Flávio Calife | Economista Boa Vista SCPC

Vitor França | Economista Boa Vista SCPC

 

Big datamachine learning, inteligência artificial. Os dados, atualmente, são ouro, o novo petróleo, pois, com os avanços tecnológicos, as ferramentas estatísticas têm possibilitado a criação de modelos cada vez mais sofisticados e precisos de análise preditiva de dados.

Se, por um lado, esses avanços representam oportunidades para as empresas aprimorarem a oferta de seus produtos, alavancarem as vendas e melhorarem a avaliação de riscos de crédito e fraude, por exemplo, por outro lado, assusta a possibilidade de que estejamos a caminho de um admirável mundo novo em que a população se torne refém de algoritmos computacionais –e dos interesses por trás desses algoritmos.

Gerou bastante preocupação, por exemplo, o vazamento de dados dos usuários do Facebook coletados pela empresa Cambrigde Analytica e usados nas últimas eleições nos Estados Unidos.

Chega a assustar, também, o sistema de crédito social em construção na China, por meio do qual o comportamento de cada cidadão poderá ser pontuado de acordo com a sua conduta.

Para se ter uma ideia do que se trata, uma pontuação boa no sistema daria acesso a uma série de benefícios, desde descontos em aluguéis até acesso a apólices de seguro ou obtenção mais rápida de vistos. Pontuar mal, por outro lado, poderia impactar desde a escola dos filhos até os empregos aos quais o cidadão poderá ter acesso, em um cenário assustador digno de um episódio do seriado Black Mirror.

Como evitar um futuro orwelliano como esse, de discriminação a partir dos dados e supressão da privacidade e das liberdades individuais?
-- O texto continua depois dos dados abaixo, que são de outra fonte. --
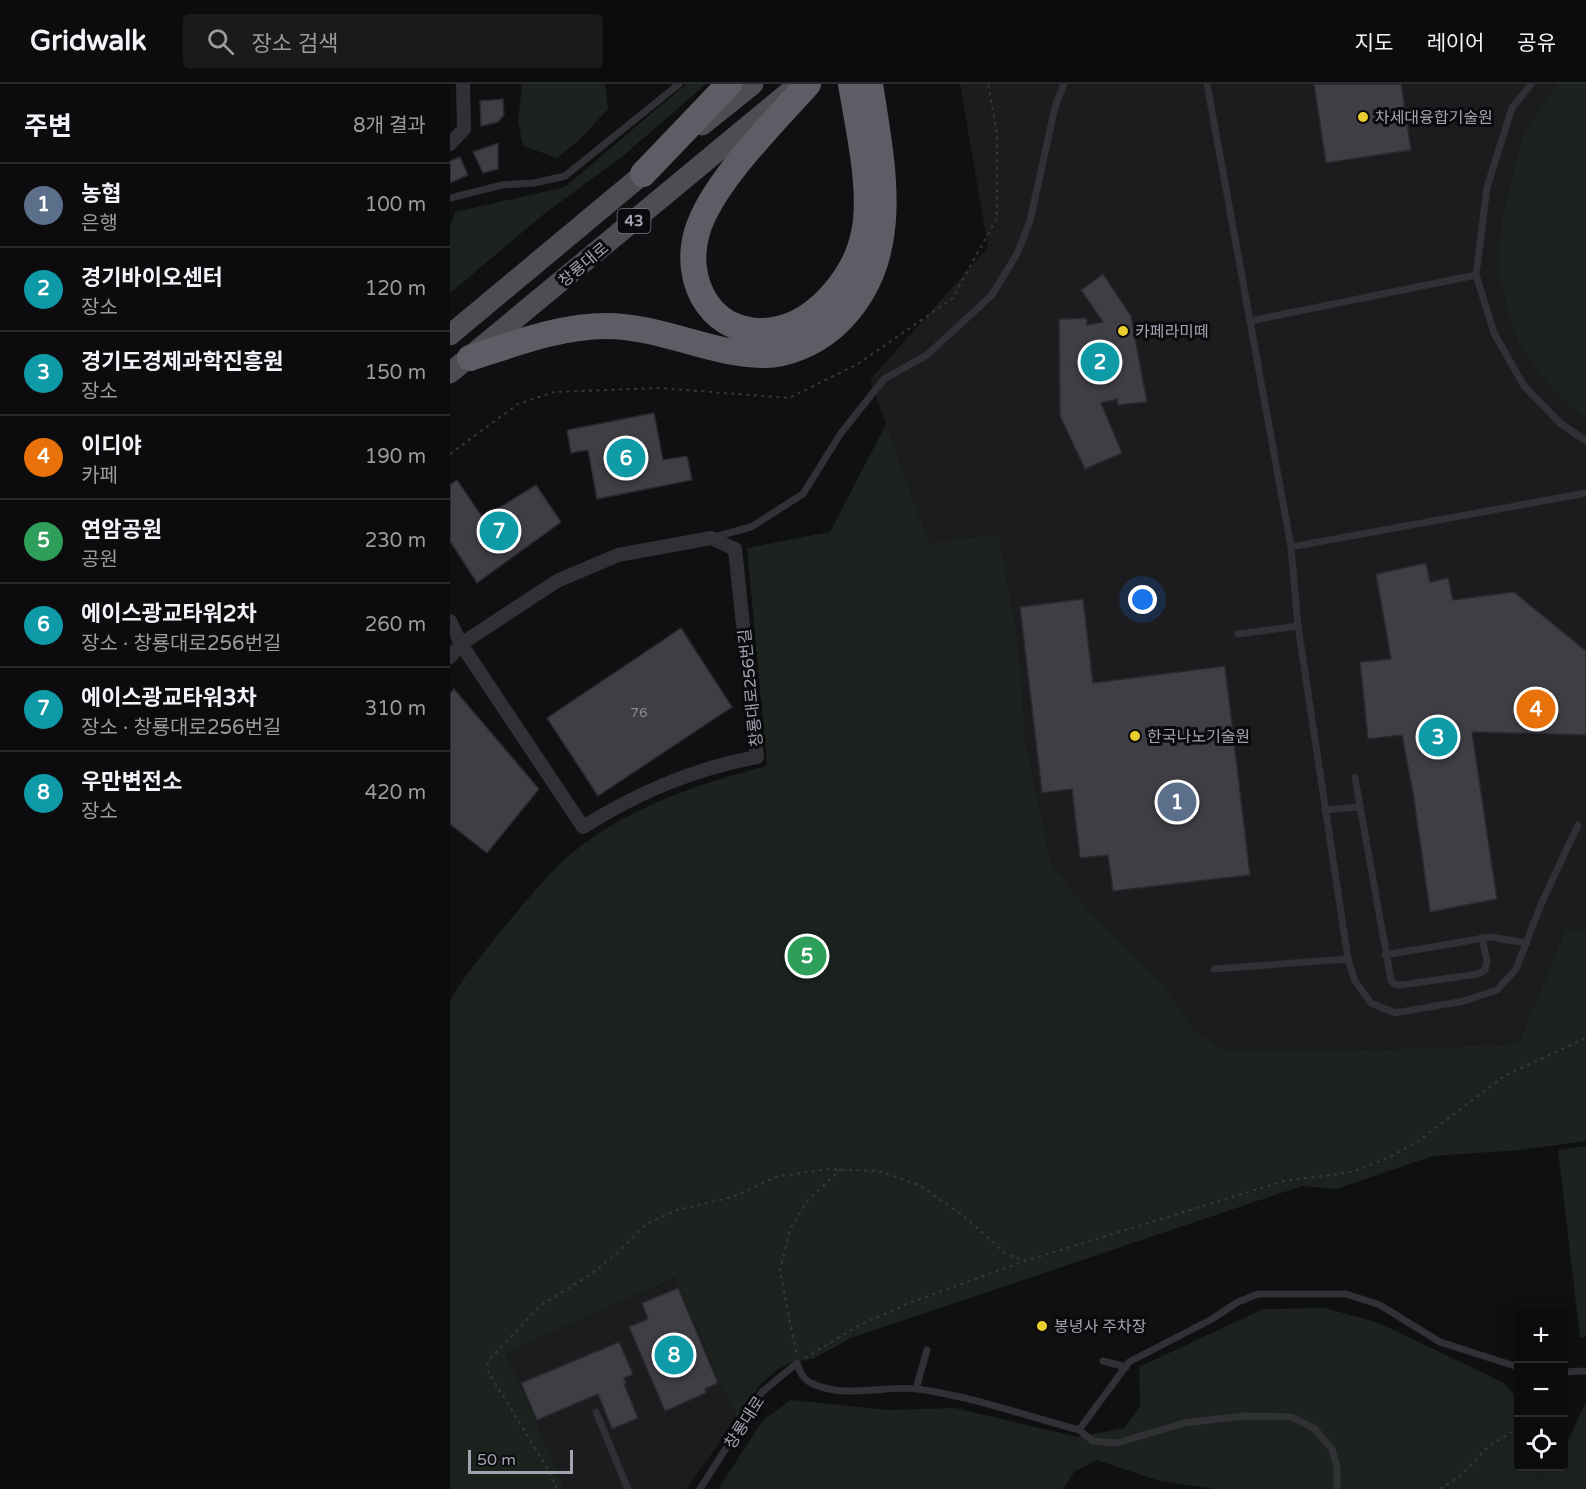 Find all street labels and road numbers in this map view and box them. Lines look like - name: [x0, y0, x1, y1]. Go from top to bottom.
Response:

Como impedir a manipulação a partir do uso indevido das informações pessoais?

Por sinal, se os dados são o novo petróleo, não deveriam ser os consumidores, que geram esses dados, os donos dessa riqueza?

Lei Geral de Proteção de Dados (LGPD), marco legal que regulamenta o uso, a proteção e a transferência de dados pessoais no Brasil, sancionada no ano passado, foi um importante avanço no tratamento de questões como essas no país.
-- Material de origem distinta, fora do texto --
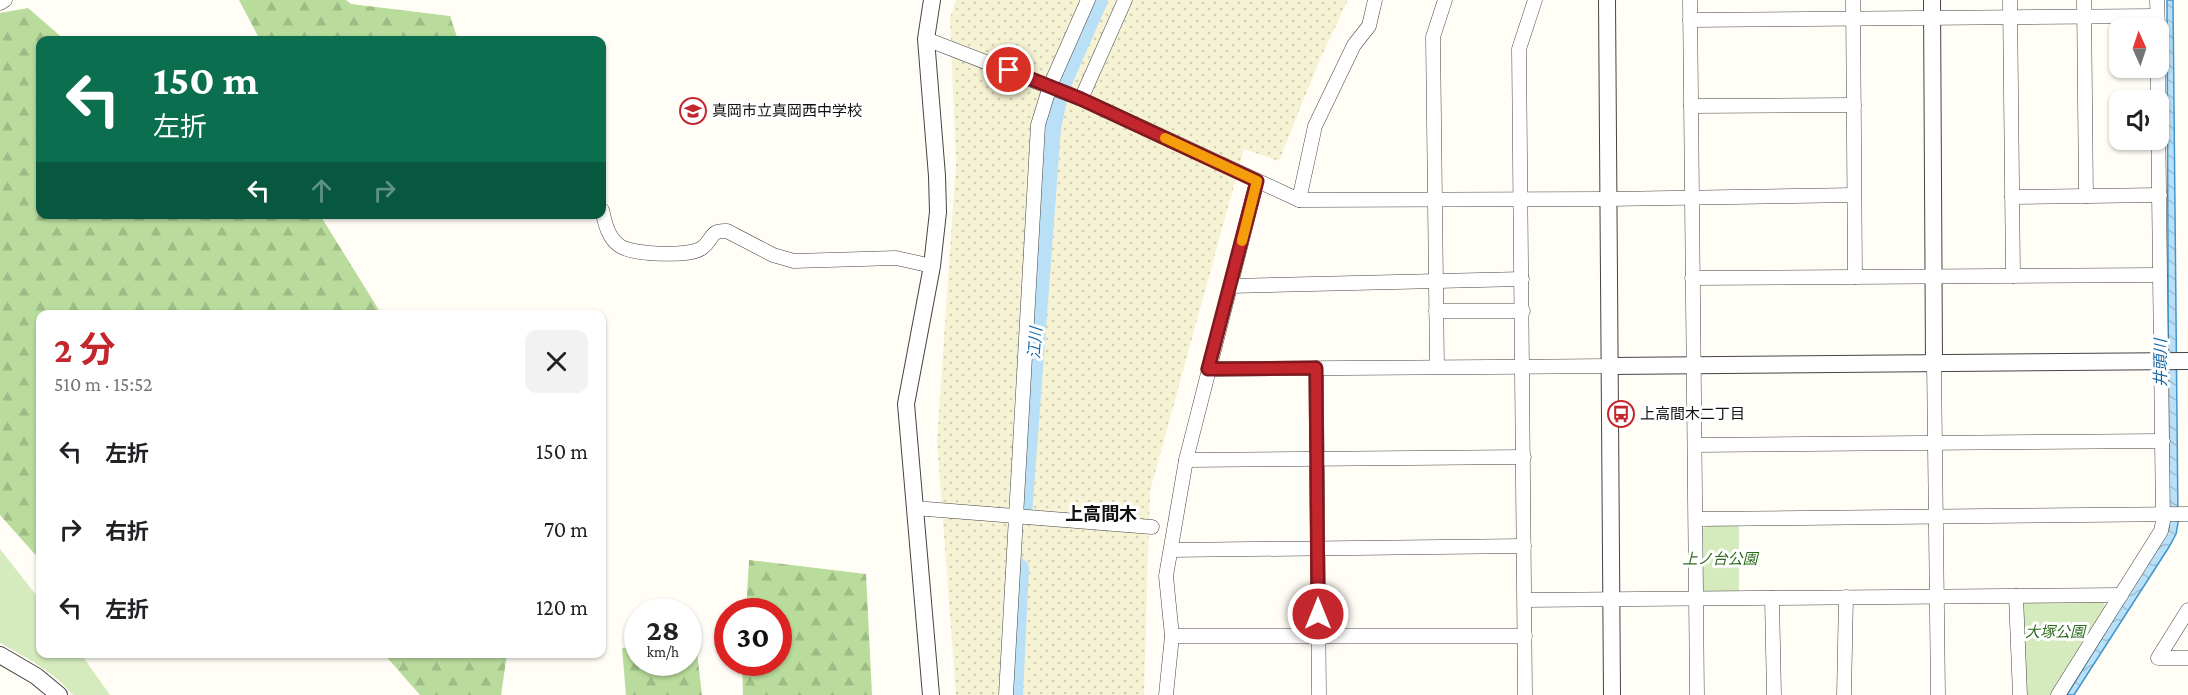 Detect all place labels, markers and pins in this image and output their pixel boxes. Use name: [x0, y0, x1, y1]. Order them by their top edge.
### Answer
pin: [983, 44, 1034, 95]
school or university icon: 真岡市立真岡西中学校: [678, 96, 708, 126]
place label: 真岡市立真岡西中学校: [712, 103, 862, 119]
bus stop icon: 上高間木二丁目: [1606, 399, 1636, 429]
place label: 上高間木二丁目: [1640, 406, 1745, 422]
A lei, fortemente inspirada no GDPR (General Data Protection Regulation), um rigoroso conjunto de regras sobre privacidade vigente na União Europeia, estabeleceu uma série de normas que empresas e outras organizações atuantes no Brasil terão que seguir para permitir que o cidadão tenha mais controle sobre o tratamento dado às suas informações pessoais.

Primeiramente, ela estabelece como dado pessoal qualquer informação relacionada a um indivíduo que, isoladamente ou em conjunto com outras informações, permite identificá-lo, tais como nome, endereço, e-mail, endereço IP, fotos próprias, formulários cadastrais e números de documentos, entre outros.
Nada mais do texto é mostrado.